TASK DESCRIPTION » Go through the data below. List every line that holds the word "names".

DATA PROVIDED »

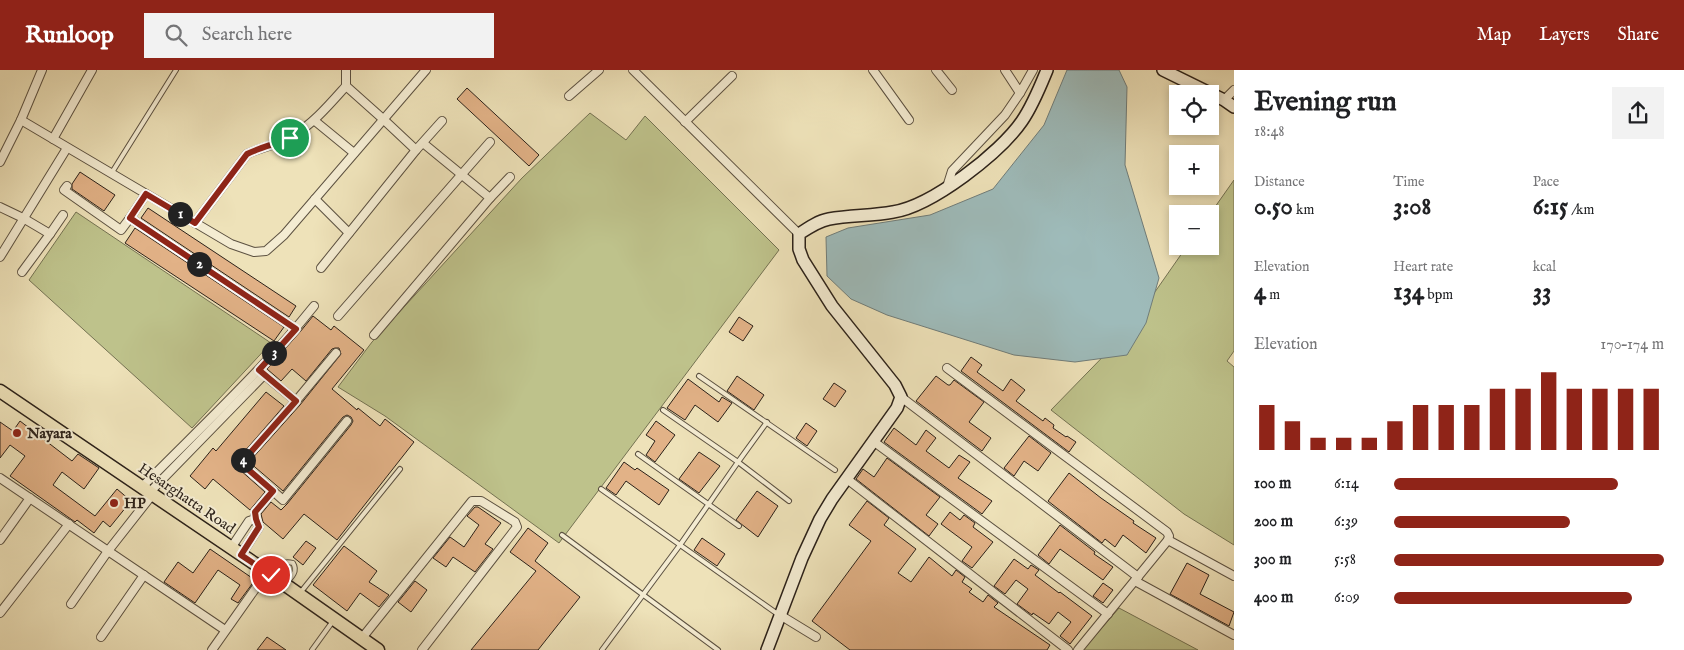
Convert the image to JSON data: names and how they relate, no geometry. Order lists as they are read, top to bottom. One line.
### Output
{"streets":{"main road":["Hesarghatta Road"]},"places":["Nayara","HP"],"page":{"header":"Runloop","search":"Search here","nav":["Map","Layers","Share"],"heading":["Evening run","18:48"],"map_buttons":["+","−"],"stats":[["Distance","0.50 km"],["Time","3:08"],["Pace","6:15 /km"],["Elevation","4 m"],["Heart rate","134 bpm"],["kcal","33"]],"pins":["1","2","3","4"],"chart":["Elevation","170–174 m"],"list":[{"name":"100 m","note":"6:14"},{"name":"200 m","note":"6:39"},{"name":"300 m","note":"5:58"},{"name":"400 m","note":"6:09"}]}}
==
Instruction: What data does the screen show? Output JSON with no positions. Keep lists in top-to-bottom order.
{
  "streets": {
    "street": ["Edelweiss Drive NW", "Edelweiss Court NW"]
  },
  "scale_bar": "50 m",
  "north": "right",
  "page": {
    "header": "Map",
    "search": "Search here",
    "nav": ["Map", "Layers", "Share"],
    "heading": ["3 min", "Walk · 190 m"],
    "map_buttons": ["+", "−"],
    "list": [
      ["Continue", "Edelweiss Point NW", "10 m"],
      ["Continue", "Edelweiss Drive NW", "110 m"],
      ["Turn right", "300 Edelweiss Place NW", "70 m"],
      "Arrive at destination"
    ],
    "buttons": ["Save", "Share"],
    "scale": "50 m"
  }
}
...
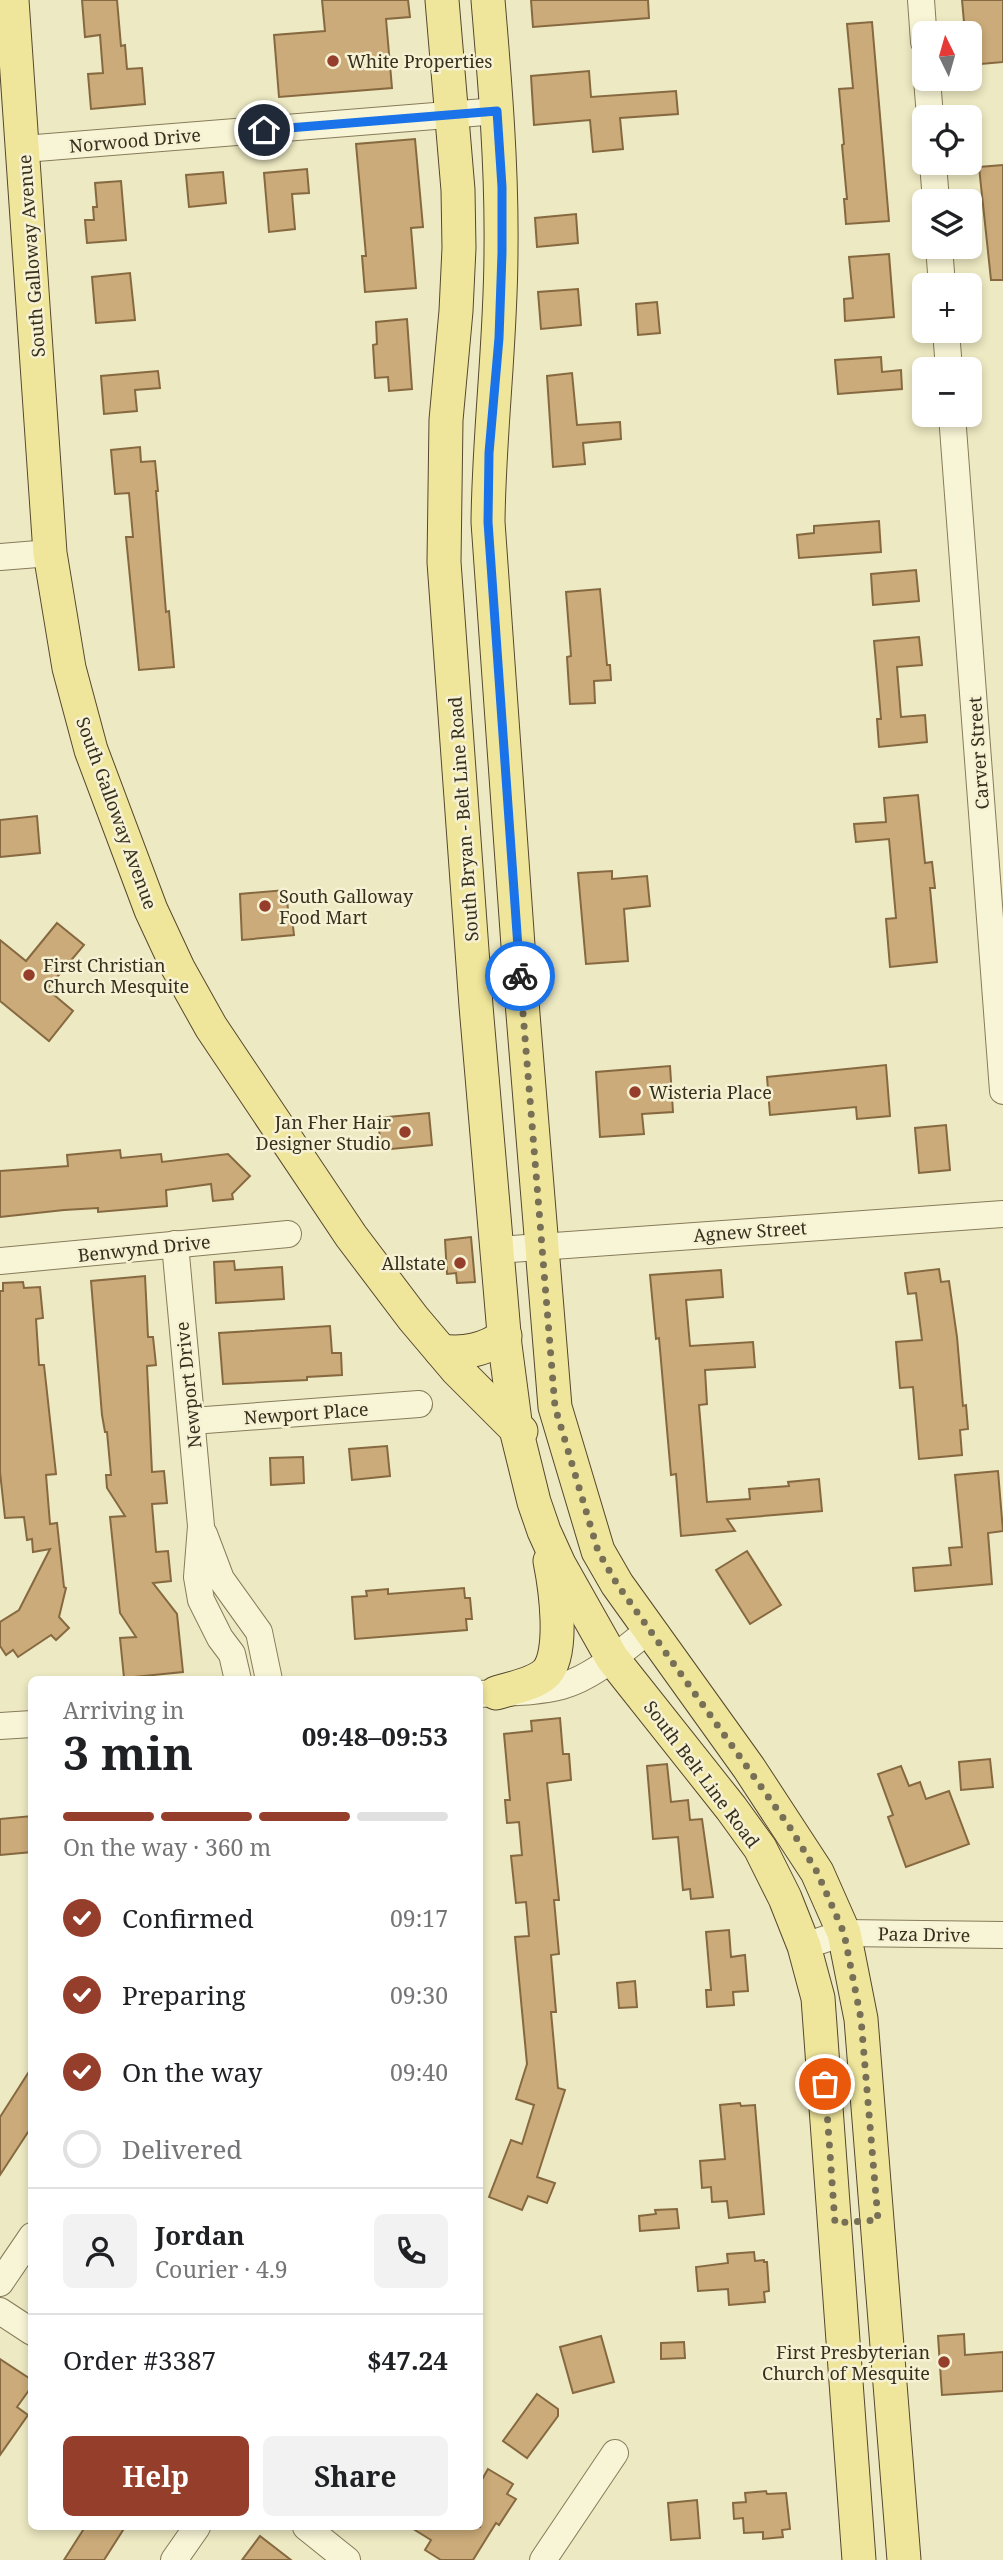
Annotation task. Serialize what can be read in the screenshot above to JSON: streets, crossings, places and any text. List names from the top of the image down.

EXERCISE RESULT »
Convert the image to JSON data: names and how they relate, no geometry. Order lists as they are read, top to bottom. One line.
Annotation task. Serialize what can be read in the screenshot above to JSON: streets, crossings, places and any text. List names from the top of the image down.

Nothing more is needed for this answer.